New York (AFP)

Inside an unnamed street warehouse in Tribeca, south of Manhattan, New York, lives one of the world's largest collections of vinyl records, archives that survived the advent of digital with the support of some celebrities.

Classified, listed, the 3.25 million records, mostly vinyls complemented by CDs and cassettes, are stored on the large shelves of the ARChive of Contemporary Music, the name of this organization founded in 1985.

"You discover things all the time," says co-founder B. George about these objects that contain more than 90 million songs and whose number is growing steadily thanks to regular donations.

The collection also contains many books, magazines, videos, films, posters and souvenirs.

In the digital age, physical recordings are scarce, even though vinyl has been resurgent for a few years.

These discs, as objects, belong to history, besides that all the pieces on them do not exist in digital form.

The revelation in June that master tapes (masters) of 500,000 pieces, including many classics, had been destroyed in 2008 in the burning of a warehouse located on the site of Universal Studios, recalled the perishable nature of the recorded music.

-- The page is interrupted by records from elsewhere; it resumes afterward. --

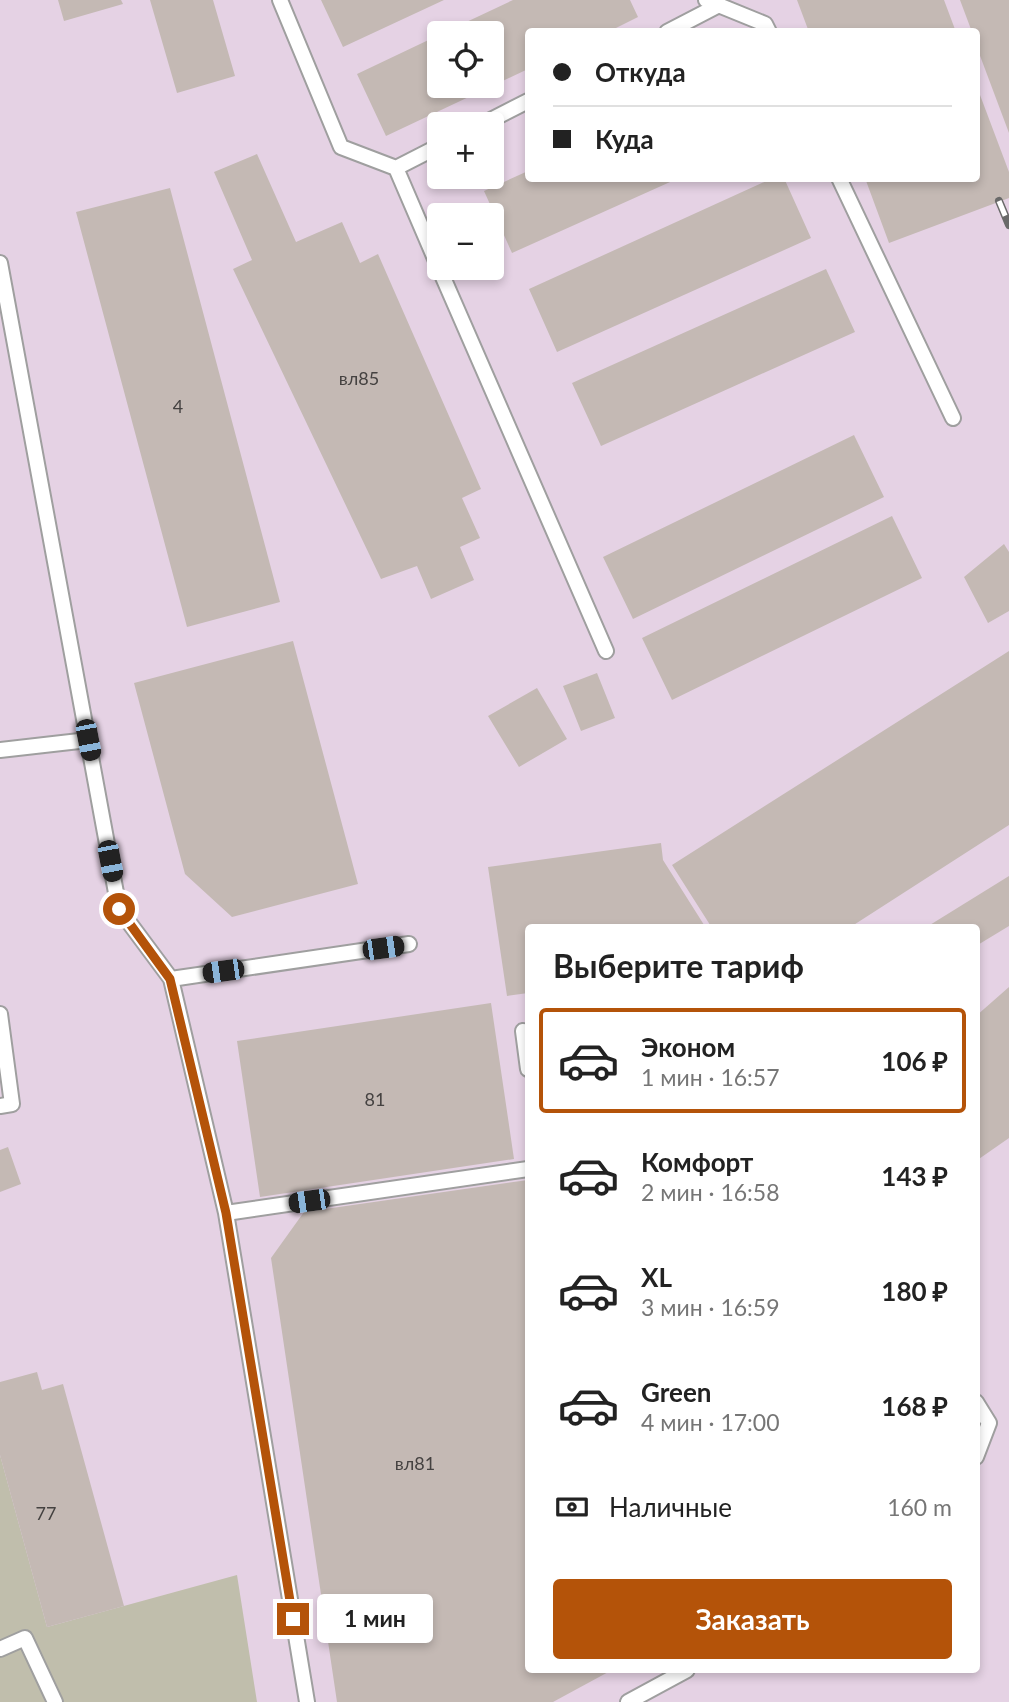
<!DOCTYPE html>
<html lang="ru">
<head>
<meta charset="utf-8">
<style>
  :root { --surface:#fff; --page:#f2f2f2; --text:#222; --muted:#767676; --line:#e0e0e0; --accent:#b45309 }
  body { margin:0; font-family:Lato,sans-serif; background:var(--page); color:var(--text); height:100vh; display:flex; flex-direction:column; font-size:26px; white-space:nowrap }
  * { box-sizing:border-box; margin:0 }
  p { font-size:23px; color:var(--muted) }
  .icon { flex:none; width:38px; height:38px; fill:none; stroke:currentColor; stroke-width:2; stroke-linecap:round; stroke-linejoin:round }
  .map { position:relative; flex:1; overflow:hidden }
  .sheet { position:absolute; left:525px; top:924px; width:455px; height:749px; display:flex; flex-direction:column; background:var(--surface); border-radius:7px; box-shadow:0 4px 10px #0003 }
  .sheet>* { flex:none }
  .banner { position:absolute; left:525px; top:28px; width:455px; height:154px; border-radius:7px; box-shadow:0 4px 10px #0003; display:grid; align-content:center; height:154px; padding:0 28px; background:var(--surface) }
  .buttons { position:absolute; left:427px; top:21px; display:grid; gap:14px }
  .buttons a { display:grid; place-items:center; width:77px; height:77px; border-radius:7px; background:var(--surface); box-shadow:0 4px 10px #0003; font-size:35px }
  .end { position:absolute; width:32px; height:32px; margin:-16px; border:9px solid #b45309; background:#fff; box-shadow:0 0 0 4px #fff }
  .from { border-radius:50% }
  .bubble { position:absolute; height:49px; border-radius:7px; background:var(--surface); box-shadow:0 4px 10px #0003; font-size:23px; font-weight:700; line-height:49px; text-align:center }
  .car { position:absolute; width:21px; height:42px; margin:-21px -10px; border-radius:9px; box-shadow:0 0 5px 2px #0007; background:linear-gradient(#222 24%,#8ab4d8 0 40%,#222 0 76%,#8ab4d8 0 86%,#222 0) }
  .banner b { display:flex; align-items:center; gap:24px; height:66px; font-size:26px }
  .banner b+b { border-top:2px solid var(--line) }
  .banner i { width:18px; height:18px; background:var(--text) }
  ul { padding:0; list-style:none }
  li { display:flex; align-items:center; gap:21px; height:105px; margin:0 14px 10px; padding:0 14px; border:4px solid transparent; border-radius:7px }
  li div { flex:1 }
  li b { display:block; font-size:26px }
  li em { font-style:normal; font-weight:700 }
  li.selected { border-color:var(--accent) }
  li>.icon { width:63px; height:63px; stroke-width:1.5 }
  h2 { padding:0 28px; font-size:32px; line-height:84px }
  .pay { display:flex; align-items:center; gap:18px; height:77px; padding:0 28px; font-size:26px }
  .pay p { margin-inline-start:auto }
  .cta { display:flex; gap:14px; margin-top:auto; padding:14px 28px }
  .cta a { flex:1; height:80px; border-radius:7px; background:var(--accent); color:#fff; font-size:28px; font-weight:700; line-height:80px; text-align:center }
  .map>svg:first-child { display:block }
  .industrial { fill:#e5d2e4; fill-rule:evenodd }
  .construction { fill:#c0beac }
  .building { fill:#c4b9b4 }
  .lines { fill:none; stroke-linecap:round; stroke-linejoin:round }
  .service-casing { stroke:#9f9f9f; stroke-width:18 }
  .service { stroke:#fff; stroke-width:14 }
  .rail-casing { stroke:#696969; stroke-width:8 }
  .rail { stroke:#fff; stroke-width:5; stroke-dasharray:16; stroke-linecap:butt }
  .route { stroke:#b45309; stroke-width:9 }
  .labels { text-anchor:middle; stroke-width:5; stroke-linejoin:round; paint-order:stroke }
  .number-label { font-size:18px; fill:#454241 }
</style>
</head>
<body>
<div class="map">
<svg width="1009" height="1702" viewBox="0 0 1009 1702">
  <rect width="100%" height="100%" fill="#ece7e0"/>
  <!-- industrial -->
  <path class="industrial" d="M0,0H1009V1702H0ZM528,32H976V178H528ZM439,33H492V86H439ZM439,124H492V177H439ZM439,215H492V268H439ZM528,928H976V1670H528Z"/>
  <!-- construction -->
  <path class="construction" d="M0,1455L47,1627L237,1575L257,1702H0Z"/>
  <!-- building -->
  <path class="building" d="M58,0H121L123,4L64,21Z
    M150,0H213L235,76L177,93Z
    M321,0H444L343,47Z
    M513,0H630L638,17L608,32H528V69L386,136L357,74L439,35V86H492V33H443Z
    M797,0H944L956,32H809Z
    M960,0H1009V133L976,45V32H972Z
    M977,87L1009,172V198L889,243L865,178H976Z
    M257,154L296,242L342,222L360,263L378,254L481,489L462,498L480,538L460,547L474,580L431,599L417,566L381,579L233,269L252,260L214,172Z
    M528,171V178H679L512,253L484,191Z
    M773,178H784L811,238L557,352L529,289Z
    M170,188L280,602L187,627L76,212Z
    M826,269L855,332L601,446L572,383Z
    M854,435L884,497L633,619L603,557Z
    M892,516L922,578L672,700L642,638Z
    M1004,544L1009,552V611L988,623L964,577Z
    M293,641L358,884L232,917L185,874L134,683Z
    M1009,651V825L849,928H712L672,865Z
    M597,673L615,718L581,731L563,686Z
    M537,688L567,739L519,767L488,716Z
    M661,843L663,860L706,928H528V993L507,996L488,867Z
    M1009,876V926L976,946V928H925Z
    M1009,987V1138L976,1161V1016Z
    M491,1003L514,1159L260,1197L237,1041Z
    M8,1147L21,1184L0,1192V1150Z
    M528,1180V1670H612L553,1702H337L271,1258L304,1212Z
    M37,1372L42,1390L63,1384L124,1606L47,1627L0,1455V1382Z"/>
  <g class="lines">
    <defs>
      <path id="service" d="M280,0L341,147L396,168L439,268
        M706,0L765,24L769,32
        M667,32L719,5
        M483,124L528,101
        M396,168L439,146
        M839,178L953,418
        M0,263L119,909L171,979L226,1213L307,1702
        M439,268L606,651
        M0,750L88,740
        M171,979L409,944
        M0,1014L12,1104L0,1106
        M523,1031L528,1069
        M226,1213L528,1169
        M976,1402L989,1423L976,1457
        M0,1649L25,1638L55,1702
        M628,1702L687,1670"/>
    </defs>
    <!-- service casing -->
    <use href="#service" class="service-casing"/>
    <!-- service -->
    <use href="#service" class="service"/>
    <defs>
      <path id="rail" d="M999,201L1009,225"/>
    </defs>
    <!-- rail casing -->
    <use href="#rail" class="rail-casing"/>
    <!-- rail -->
    <use href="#rail" class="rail"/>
  </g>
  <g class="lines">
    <!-- route -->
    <path class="route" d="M119,909L170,979L226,1213L293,1619"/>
  </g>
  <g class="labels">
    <!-- number labels -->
    <g class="number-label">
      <text x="359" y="385">вл85</text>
      <text x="178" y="413">4</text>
      <text x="375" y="1106">81</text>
      <text x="415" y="1470">вл81</text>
      <text x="46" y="1520">77</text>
    </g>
  </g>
</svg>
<div class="buttons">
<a><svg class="icon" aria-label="locate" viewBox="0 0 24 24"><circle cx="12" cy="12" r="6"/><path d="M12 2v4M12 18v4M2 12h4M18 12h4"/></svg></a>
<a>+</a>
<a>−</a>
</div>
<i class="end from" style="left:119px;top:909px"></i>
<i class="end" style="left:293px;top:1619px"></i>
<div class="bubble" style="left:317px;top:1594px;width:116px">1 мин</div>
<i class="car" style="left:88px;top:740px;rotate:169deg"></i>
<i class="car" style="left:110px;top:861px;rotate:169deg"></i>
<i class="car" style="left:383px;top:948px;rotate:82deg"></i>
<i class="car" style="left:223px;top:971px;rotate:262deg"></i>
<i class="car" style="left:309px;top:1201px;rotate:262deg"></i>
<div class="banner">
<b><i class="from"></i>Откуда</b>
<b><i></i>Куда</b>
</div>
<section class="sheet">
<h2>Выберите тариф</h2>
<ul>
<li class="selected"><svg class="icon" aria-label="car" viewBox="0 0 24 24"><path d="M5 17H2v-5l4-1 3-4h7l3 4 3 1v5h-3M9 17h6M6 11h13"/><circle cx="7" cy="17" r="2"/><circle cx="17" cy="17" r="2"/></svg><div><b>Эконом</b><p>1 мин · 16:57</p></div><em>106 ₽</em></li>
<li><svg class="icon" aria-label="car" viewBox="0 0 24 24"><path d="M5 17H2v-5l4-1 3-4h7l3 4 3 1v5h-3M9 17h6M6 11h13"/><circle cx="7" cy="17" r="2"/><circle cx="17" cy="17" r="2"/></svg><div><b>Комфорт</b><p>2 мин · 16:58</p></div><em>143 ₽</em></li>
<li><svg class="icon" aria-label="car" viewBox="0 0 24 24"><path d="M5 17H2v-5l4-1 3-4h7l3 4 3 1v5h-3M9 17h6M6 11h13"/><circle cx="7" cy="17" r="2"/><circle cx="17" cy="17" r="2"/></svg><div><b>XL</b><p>3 мин · 16:59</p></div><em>180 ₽</em></li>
<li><svg class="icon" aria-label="car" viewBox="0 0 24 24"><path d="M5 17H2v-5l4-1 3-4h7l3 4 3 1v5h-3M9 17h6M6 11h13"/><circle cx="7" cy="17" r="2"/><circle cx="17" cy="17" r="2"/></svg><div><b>Green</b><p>4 мин · 17:00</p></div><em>168 ₽</em></li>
</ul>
<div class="pay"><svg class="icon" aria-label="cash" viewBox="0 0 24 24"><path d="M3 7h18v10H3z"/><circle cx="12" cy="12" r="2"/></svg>Наличные<p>160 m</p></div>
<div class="cta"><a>Заказать</a></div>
</section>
</div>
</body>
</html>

The master tapes are the initial recordings that are used for re-releases, posthumous albums or compilations.

Even if nothing matches the quality of masters, several record companies have contacted the ARChive to have access to versions close to the original recordings.

Two reissues of albums by Nigerian artist Fela Kuti, creator of the Afrobeat, were made on the basis of vinyls found in the warehouse of Tribeca.

- And in 5,000 years? -

Beyond the professionals of the music industry, filmmakers and researchers come regularly to draw on their projects.

The Grammy Museum of Los Angeles, dedicated to the Grammy Awards, the awards of the American music industry, and the recording of music, has submitted to the ARChive a list of 3,000 labels and artwork for illustration.

After two weeks of research, the fund had almost all found them, recalls B. George.

The collection he created with David Wheeler, who died in 1997, accepts all the popular music gifts that B. George defines as anything that is "not classical".

He remembers recovering 125,000 rock records, including some 1,500 autographed ones, from a Boston house that had been condemned because it threatened to collapse under the weight of vinyl records.

Always tenant of his warehouse, ARChive relies on the generosity of patrons to continue to pay the rent. A district where commercial premises were gradually emptying in the early 1980s, Tribeca has become one of the most expensive in the United States today.

Among his supporters, B. George includes avant-garde artist Laurie Anderson, to whom he introduced his future husband, the singer Lou Reed, or the musician and producer Nile Rodgers. The director Martin Scorsese, the singer Youssou N'Dour or Paul Simon are part of the councilors of the structure.

More convinced than ever of the interest of conservation of this heritage, B. George is nonetheless aware that "everything is fleeing". "If we are realistic, all this will only be dust in 5,000 years."

He therefore seeks to multiply the media and works with the Internet Archive website, a sort of memory of the web, to digitize this fund with the idea of ​​keeping "as many things as possible to the maximum of places".

Some 130,000 78 laps, an old version of vinyls, have already been digitized and can now be listened to for free online.

"You do your best," says George, "hoping the migration will be to the next stage, to the future means of conservation, but it's unpredictable."